1. We prioritized awareness and learning across the company. An important part of our EED&I strategy is to instill an inclusive mindset in all leaders and employees so we can realize the full value of our diverse workforce. We prioritized learning and education across the company by launching our virtual Impact through Inclusion Learning Series as well as a global Inclusive Culture Learning Series. To ensure the sessions were relevant around the globe, we conducted pilot sessions for impactful feedback around key differences and nuances around the world.

  • All global senior leaders participated in immersion sessions designed to enhance their own learning and understanding of equity, equality, diversity and inclusion. Together they discussed how to become more inclusive leaders.
  • We also brought in external speakers and experts for active listening and impact – including events with Dr. Bernice King (pictured on the right), Bryan Stevenson, Sybrina Fulton, Jane Elliott, Bakari Sellers and more.
  • Through our Black Business Network Employee Resource Group, we created meaningful educational opportunities to help bring greater awareness to the AbbVie community.  These programs were delivered virtually, allowing employees from anywhere in the world to participate.
  • In 2020, we increased membership across every Employee Resource Group, 53% overall and 165% outside the United States. Just one illustration of more employees saying, “Count Me In!”

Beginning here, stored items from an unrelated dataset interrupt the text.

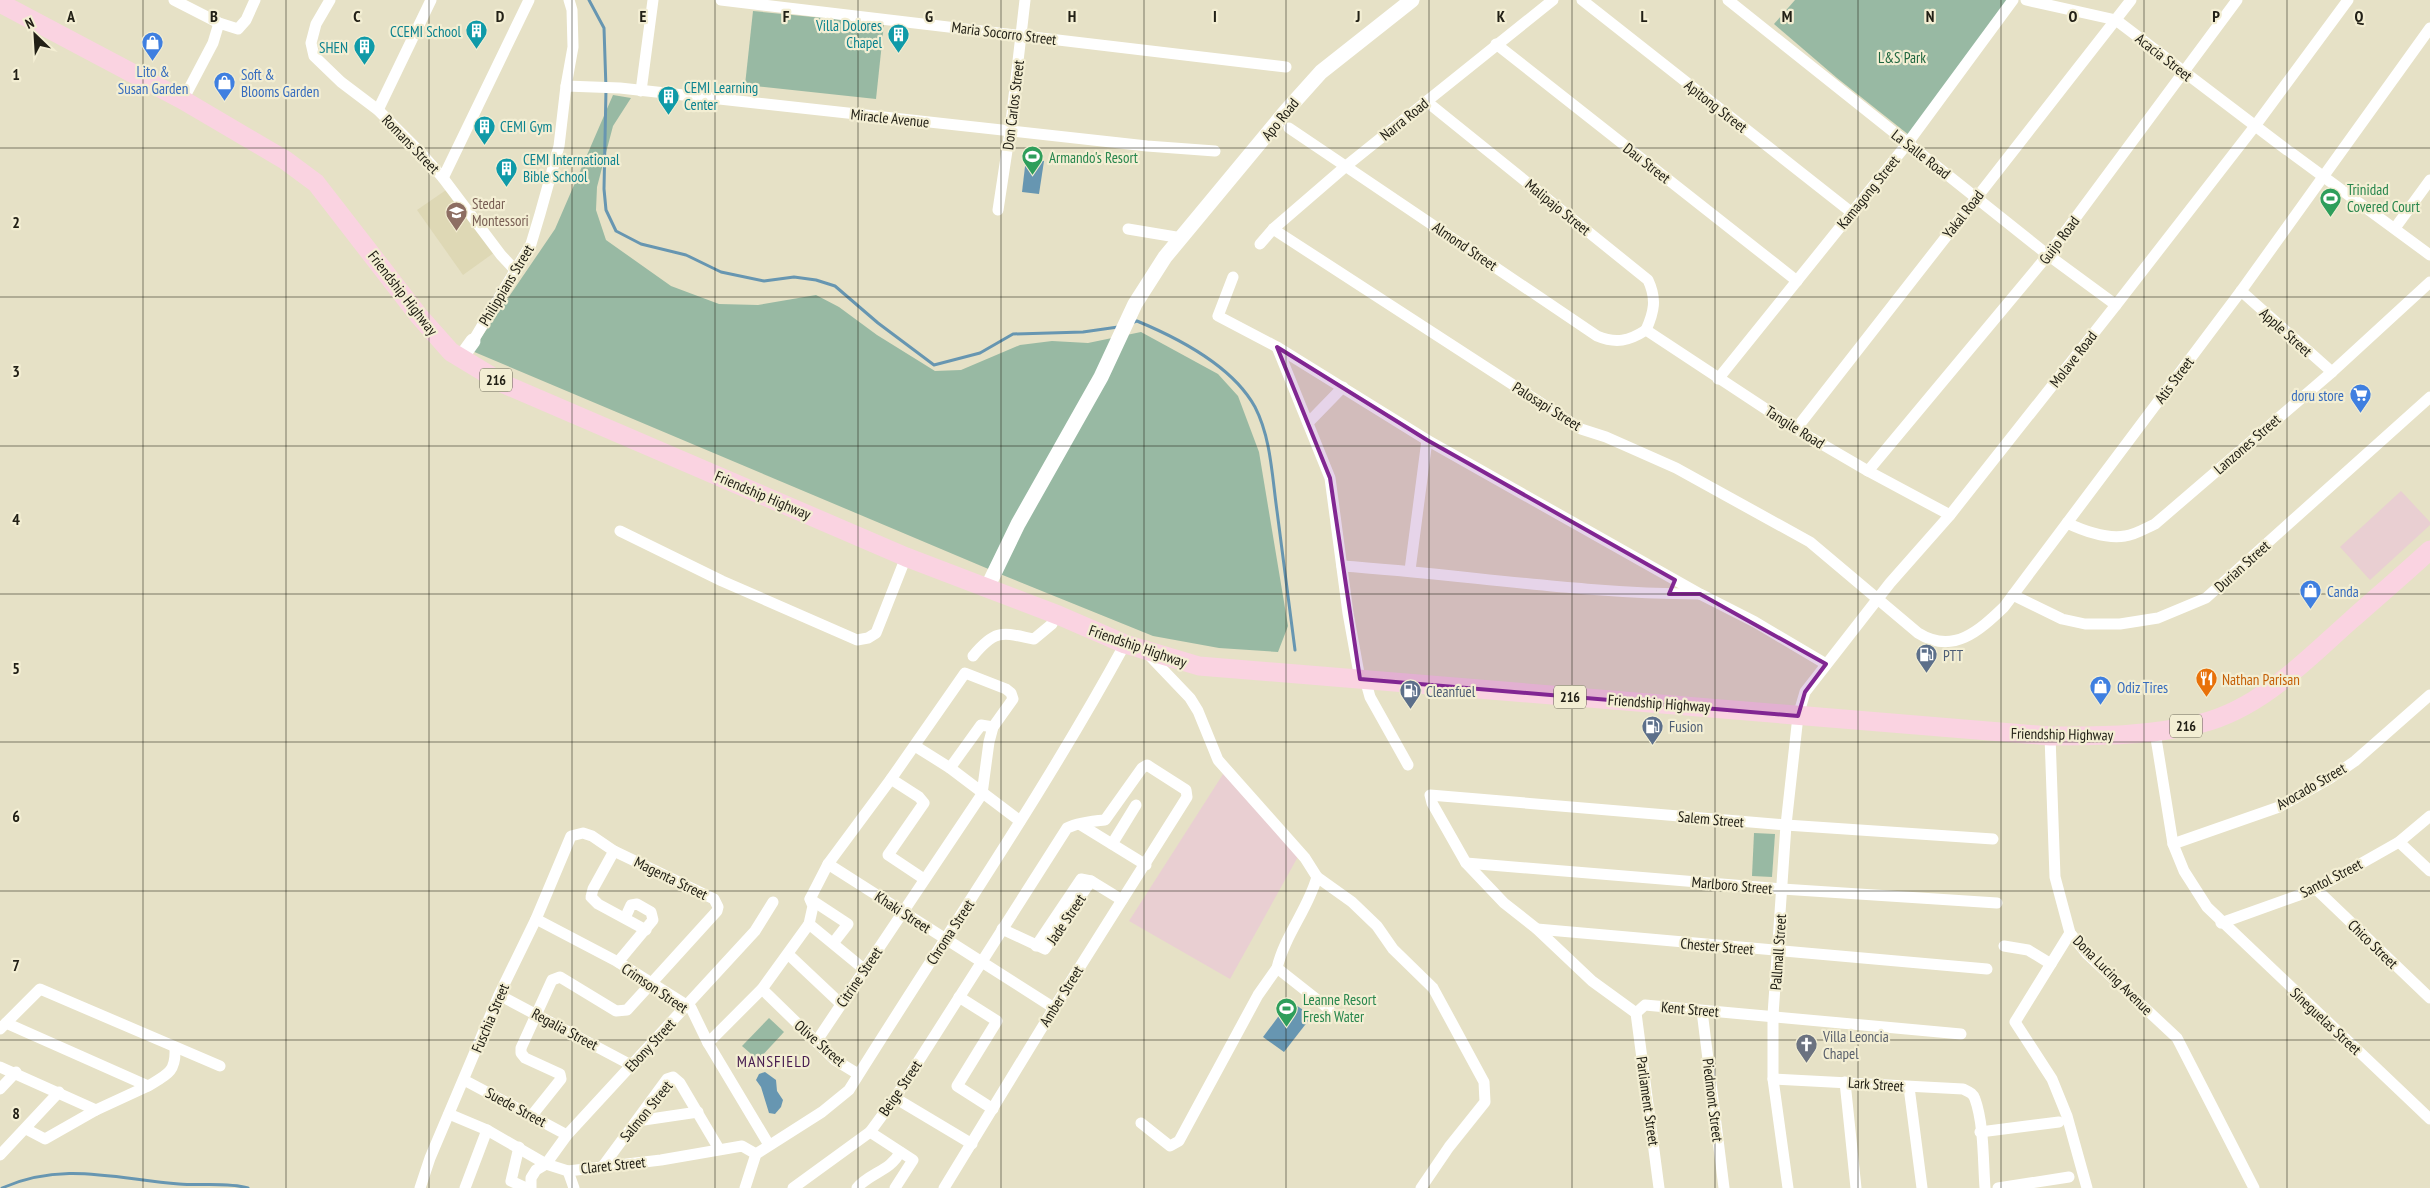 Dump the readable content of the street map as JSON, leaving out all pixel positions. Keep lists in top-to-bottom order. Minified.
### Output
{"streets":{"main road":["Friendship Highway","216"],"street":["Maria Socorro Street","Acacia Street","Don Carlos Street","Apitong Street","Miracle Avenue","Apo Road","Narra Road","Romans Street","La Salle Road","Dau Street","Kamagong Street","Malipajo Street","Yakal Road","Guijo Road","Almond Street","Philippians Street","Apple Street","Molave Road","Atis Street","Palosapi Street","Tangile Road","Lanzones Street","Durian Street","Avocado Street","Salem Street","Magenta Street","Santol Street","Marlboro Street","Khaki Street","Jade Street","Chroma Street","Chico Street","Chester Street","Pallmall Street","Dona Lucing Avenue","Citrine Street","Crimson Street","Amber Street","Kent Street","Fuschia Street","Sineguelas Street","Regalia Street","Olive Street","Ebony Street","Lark Street","Beige Street","Piedmont Street","Parliament Street","Suede Street","Salmon Street","Claret Street"]},"crossings":[["Maria Socorro Street","Don Carlos Street"],["Acacia Street","Yakal Road"],["Acacia Street","Guijo Road"],["Acacia Street","Molave Road"],["Acacia Street","Atis Street"],["Don Carlos Street","Miracle Avenue"],["Apitong Street","Kamagong Street"],["Miracle Avenue","Philippians Street"],["Apo Road","Friendship Highway"],["Narra Road","Dau Street"],["Narra Road","Malipajo Street"],["Narra Road","Almond Street"],["Narra Road","Palosapi Street"],["Romans Street","Philippians Street"],["La Salle Road","Kamagong Street"],["La Salle Road","Yakal Road"],["La Salle Road","Guijo Road"],["La Salle Road","Molave Road"],["Dau Street","Kamagong Street"],["Kamagong Street","Tangile Road"],["Malipajo Street","Almond Street"],["Malipajo Street","Tangile Road"],["Yakal Road","Tangile Road"],["Guijo Road","Tangile Road"],["Almond Street","Tangile Road"],["Philippians Street","Friendship Highway"],["Friendship Highway","Molave Road"],["Friendship Highway","Chroma Street"],["Friendship Highway","Pallmall Street"],["Friendship Highway","Dona Lucing Avenue"],["Friendship Highway","Sineguelas Street"],["Apple Street","Atis Street"],["Apple Street","Lanzones Street"],["Molave Road","Atis Street"],["Molave Road","Palosapi Street"],["Molave Road","Tangile Road"],["Molave Road","Pallmall Street"],["Atis Street","Palosapi Street"],["Atis Street","Lanzones Street"],["Atis Street","Durian Street"],["Avocado Street","Sineguelas Street"],["Salem Street","Marlboro Street"],["Salem Street","Pallmall Street"],["Magenta Street","Crimson Street"],["Magenta Street","Fuschia Street"],["Santol Street","Chico Street"],["Santol Street","Sineguelas Street"],["Marlboro Street","Pallmall Street"],["Khaki Street","Chroma Street"],["Khaki Street","Citrine Street"],["Khaki Street","Amber Street"],["Khaki Street","Beige Street"],["Jade Street","Amber Street"],["Chroma Street","Crimson Street"],["Chroma Street","Olive Street"],["Chroma Street","Claret Street"],["Chester Street","Pallmall Street"],["Pallmall Street","Kent Street"],["Pallmall Street","Lark Street"],["Citrine Street","Olive Street"],["Crimson Street","Fuschia Street"],["Crimson Street","Ebony Street"],["Amber Street","Beige Street"],["Kent Street","Piedmont Street"],["Kent Street","Parliament Street"],["Fuschia Street","Regalia Street"],["Fuschia Street","Suede Street"],["Fuschia Street","Claret Street"],["Regalia Street","Ebony Street"],["Ebony Street","Suede Street"],["Ebony Street","Claret Street"],["Salmon Street","Claret Street"]],"districts":["MANSFIELD"],"parks":["L&S Park"],"places":{"building":["CCEMI School","Villa Dolores Chapel","SHEN","CEMI Learning Center","CEMI Gym","CEMI International Bible School"],"shop":["Lito & Susan Garden","Soft & Blooms Garden","Canda","Odiz Tires"],"sports":["Armando's Resort","Trinidad Covered Court","Leanne Resort Fresh Water"],"school or university":["Stedar Montessori"],"supermarket":["doru store"],"fuel station":["PTT","Cleanfuel","Fusion"],"restaurant":["Nathan Parisan"],"church":["Villa Leoncia Chapel"]},"north":"top left","grid":{"columns":["A","B","C","D","E","F","G","H","I","J","K","L","M","N","O","P","Q"],"rows":["1","2","3","4","5","6","7","8"]}} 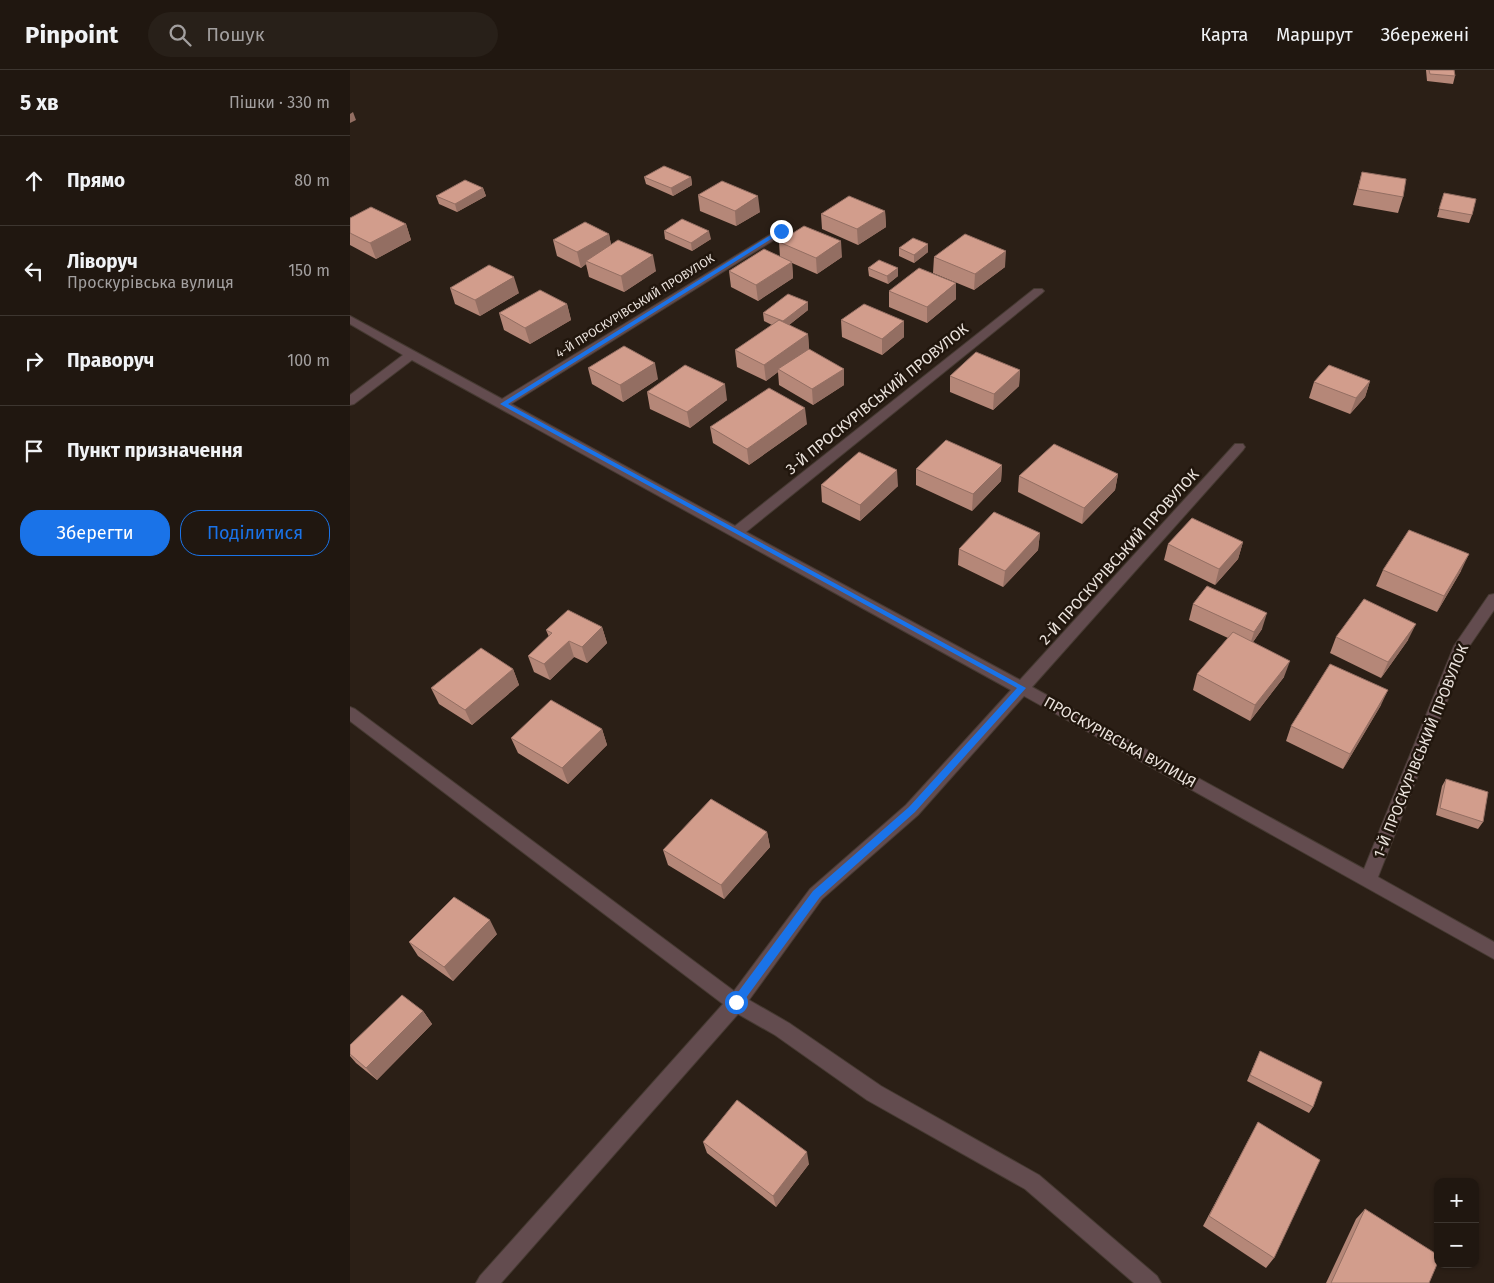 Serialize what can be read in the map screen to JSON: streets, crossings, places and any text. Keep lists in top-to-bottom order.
{
  "streets": {
    "street": [
      "4-Й ПРОСКУРІВСЬКИЙ ПРОВУЛОК",
      "3-Й ПРОСКУРІВСЬКИЙ ПРОВУЛОК",
      "2-Й ПРОСКУРІВСЬКИЙ ПРОВУЛОК",
      "ПРОСКУРІВСЬКА ВУЛИЦЯ",
      "1-Й ПРОСКУРІВСЬКИЙ ПРОВУЛОК"
    ]
  },
  "crossings": [
    ["4-Й ПРОСКУРІВСЬКИЙ ПРОВУЛОК", "ПРОСКУРІВСЬКА ВУЛИЦЯ"],
    ["3-Й ПРОСКУРІВСЬКИЙ ПРОВУЛОК", "ПРОСКУРІВСЬКА ВУЛИЦЯ"],
    ["2-Й ПРОСКУРІВСЬКИЙ ПРОВУЛОК", "ПРОСКУРІВСЬКА ВУЛИЦЯ"],
    ["ПРОСКУРІВСЬКА ВУЛИЦЯ", "1-Й ПРОСКУРІВСЬКИЙ ПРОВУЛОК"]
  ],
  "page": {
    "header": "Pinpoint",
    "search": "Пошук",
    "nav": ["Карта", "Маршрут", "Збережені"],
    "heading": ["5 хв", "Пішки · 330 m"],
    "list": [
      ["Прямо", "80 m"],
      ["Ліворуч", "Проскурівська вулиця", "150 m"],
      ["Праворуч", "100 m"],
      "Пункт призначення"
    ],
    "buttons": ["Зберегти", "Поділитися"],
    "map_buttons": ["+", "−"]
  }
}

2. We listened — truly listened — to our employees. We hosted global listening sessions, in which thousands of employees shared their experiences related to race, bias, inclusion and more. Their stories yielded a wealth of insights that are guiding us on our journey to becoming more inclusive. This feedback, with other key inputs, has shaped our areas of focus for 2021 and beyond.

3. We amplified EED&I development and engagement. We expanded our existing Executive Diversity Mentoring Program and we launched a formal Sponsorship program to create more opportunities for greater participation of our talented pipeline to learn and grow from successful leaders.

4. Our company demonstrated its long-term commitment to racial equality and social justice, which included a $5 million donation to the NAACP Legal Defense and Education Fund and the Equal Justice Initiative and a commitment of $50 million over five years to partner with nonprofits that share our goals. And we signed the CEO Action for Diversity & Inclusion™ pledge and Paradigm for Parity® as well as the Business Coalition for Equality Act.


Delivering an Impact

I’m pleased to say the changes we’ve made over the past year are making a positive difference for our employees. One employee said, “This is truly the best I have felt in terms of inclusivity and commitment to change since becoming a part of corporate America.” Others have told me: “I am empowered not to be silent” and “I promise to do my part.” These statements from colleagues across the company mean everything to me. They demonstrate that we’re moving the needle; we’re helping people feel seen, safe and inspired.

We accomplished a lot in 2020, and our recent Fair360, formerly DiversityInc Top 50 recognition further reinforces that. We took a stand. We listened and went to work. But, we still have a ways to go.

My advice to others is to begin every conversation with a desire to really listen to, learn about and understand the other person’s experiences. Respecting differences and checking potential biases builds bridges of understanding — and with those bridges comes the ability to collaborate to achieve your ultimate goal: in our case, making a remarkable impact for patients.

What’s one thing you’re doing to create even more belonging in your workplace?

Please accept my heartfelt thanks to all of you who are leaning in and making a difference for yourselves and each other at work. Trust me, it matters.